Where newspapers and commentators fail, the library and the internet is our salvation.
About the financial mess, I'm not a financial expert of any kind. But I read MSN Money pretty regularly, and saw articles here and there for years about how crazy housing prices were getting, the worrisome aspects of the sub-prime market, abuses by credit card companies, and the huge amount of personal debt American households were accumulating, all of which contributed to the recent financial meltdown. These stories were never more than temporary blips, but even as a non-expert, I knew things weren't right and I wasn't in the least surprised when the housing bubble blew up and sub-primes dragged the mortgage industry down.

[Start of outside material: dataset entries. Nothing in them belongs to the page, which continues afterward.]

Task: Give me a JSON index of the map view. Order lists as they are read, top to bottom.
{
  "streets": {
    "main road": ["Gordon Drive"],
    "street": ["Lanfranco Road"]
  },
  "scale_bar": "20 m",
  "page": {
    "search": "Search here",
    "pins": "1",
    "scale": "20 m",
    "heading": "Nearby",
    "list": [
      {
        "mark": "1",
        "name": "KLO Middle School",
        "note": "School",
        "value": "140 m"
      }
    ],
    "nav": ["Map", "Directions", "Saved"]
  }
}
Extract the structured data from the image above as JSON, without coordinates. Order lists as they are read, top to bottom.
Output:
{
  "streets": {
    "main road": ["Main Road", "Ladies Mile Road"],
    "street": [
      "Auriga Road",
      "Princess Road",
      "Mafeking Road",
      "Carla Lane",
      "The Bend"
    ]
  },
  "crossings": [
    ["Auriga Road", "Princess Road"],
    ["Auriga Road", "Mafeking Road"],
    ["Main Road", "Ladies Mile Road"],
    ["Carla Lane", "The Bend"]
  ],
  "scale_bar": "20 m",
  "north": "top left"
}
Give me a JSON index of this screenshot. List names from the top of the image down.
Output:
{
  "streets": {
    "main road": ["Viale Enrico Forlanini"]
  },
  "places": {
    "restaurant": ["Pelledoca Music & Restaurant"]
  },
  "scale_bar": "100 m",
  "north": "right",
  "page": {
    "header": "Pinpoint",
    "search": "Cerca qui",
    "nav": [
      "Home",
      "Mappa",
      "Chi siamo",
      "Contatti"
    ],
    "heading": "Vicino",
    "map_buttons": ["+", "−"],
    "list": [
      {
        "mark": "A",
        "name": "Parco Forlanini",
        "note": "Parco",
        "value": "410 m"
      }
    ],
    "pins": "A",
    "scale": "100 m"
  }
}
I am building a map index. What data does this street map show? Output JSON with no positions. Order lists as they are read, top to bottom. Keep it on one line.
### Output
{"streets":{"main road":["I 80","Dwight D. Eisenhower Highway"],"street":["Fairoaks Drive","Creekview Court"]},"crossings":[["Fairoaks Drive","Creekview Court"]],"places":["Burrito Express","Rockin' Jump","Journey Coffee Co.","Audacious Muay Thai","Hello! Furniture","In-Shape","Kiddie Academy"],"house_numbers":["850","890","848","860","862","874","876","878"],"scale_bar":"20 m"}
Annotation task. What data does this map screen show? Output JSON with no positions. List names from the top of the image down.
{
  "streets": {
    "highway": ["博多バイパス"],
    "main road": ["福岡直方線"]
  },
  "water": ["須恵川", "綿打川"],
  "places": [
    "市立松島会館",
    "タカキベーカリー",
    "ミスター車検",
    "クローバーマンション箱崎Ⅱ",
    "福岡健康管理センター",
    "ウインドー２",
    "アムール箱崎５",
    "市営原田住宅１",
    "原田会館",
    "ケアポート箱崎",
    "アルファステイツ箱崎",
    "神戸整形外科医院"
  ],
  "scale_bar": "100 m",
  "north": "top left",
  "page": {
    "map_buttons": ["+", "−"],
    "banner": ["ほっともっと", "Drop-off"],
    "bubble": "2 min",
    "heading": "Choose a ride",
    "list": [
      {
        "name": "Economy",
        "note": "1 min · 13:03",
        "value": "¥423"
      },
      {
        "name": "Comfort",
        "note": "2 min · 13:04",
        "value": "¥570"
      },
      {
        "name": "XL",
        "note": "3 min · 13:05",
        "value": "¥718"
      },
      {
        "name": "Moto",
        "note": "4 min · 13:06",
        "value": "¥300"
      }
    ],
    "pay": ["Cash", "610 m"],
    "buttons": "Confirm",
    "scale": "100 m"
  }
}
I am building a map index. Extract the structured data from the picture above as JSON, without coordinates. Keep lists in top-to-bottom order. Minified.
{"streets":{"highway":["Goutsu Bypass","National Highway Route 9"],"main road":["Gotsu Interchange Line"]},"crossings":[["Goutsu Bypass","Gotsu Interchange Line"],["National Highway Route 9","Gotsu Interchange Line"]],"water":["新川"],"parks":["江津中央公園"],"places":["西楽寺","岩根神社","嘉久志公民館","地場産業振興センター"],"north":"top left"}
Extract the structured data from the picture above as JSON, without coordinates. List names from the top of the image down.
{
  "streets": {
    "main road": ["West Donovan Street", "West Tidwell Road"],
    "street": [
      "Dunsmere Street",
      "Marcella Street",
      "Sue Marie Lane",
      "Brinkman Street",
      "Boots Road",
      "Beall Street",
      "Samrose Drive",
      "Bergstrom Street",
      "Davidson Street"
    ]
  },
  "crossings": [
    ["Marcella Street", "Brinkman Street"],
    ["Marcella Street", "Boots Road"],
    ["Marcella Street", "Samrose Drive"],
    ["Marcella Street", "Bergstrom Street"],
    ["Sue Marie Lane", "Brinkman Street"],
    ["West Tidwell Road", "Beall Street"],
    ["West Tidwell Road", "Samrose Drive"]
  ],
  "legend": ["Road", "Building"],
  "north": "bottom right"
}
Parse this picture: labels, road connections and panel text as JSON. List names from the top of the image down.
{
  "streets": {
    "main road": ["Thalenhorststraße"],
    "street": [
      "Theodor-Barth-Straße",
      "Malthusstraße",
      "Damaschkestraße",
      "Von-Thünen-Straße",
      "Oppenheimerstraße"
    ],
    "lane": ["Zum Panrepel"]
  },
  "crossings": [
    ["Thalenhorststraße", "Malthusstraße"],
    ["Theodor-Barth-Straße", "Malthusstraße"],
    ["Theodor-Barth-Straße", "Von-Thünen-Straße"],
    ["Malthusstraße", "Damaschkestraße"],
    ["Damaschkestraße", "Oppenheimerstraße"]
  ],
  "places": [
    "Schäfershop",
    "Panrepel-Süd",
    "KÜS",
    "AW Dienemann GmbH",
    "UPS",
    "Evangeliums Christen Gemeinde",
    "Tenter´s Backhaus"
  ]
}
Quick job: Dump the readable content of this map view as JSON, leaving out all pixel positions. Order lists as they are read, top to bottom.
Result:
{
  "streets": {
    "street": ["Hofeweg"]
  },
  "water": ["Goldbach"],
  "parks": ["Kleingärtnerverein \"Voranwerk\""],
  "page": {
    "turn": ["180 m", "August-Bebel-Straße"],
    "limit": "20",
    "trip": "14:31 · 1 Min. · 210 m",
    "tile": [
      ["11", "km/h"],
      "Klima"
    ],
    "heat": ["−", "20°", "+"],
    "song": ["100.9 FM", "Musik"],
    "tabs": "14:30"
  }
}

Admittedly, I was taken aback by the under-capitalizaton or over-leveraging or whatever you call it that brought about the collapse of Bear Sterns, Lehman Brothers, etc., but then I have no idea how large corporations should structure their finances. You'd think, however, that an expert could've taken a look at all the stuff even us non-experts knew were wacky, then looked at the more specialized stuff, and deduced that things were about to go really, really badly. But nope, the media dropped the ball completely. Too busy keeping their corporate sponsors happy to do their job of informing the public.
It's just that conflict of interest - spinning content to please advertisers rather than inform the public - that means I take anything I hear from corporate-owned media outlets with a big ol' grain of salt.
Bravo Mr. Mitchell - you hit the nail on the proverbial head. With more and more Americans steeped in debt and facing unemployment and under employment, how long before they will no longer be able to afford to pay their cable TV bills - or afford the products that are advertised on cable TV? The other shoe is about to fall...
MSM, bought and paid for by the Rethugs. They lie and the MSM repeats it and makes it the truth for the ignorant.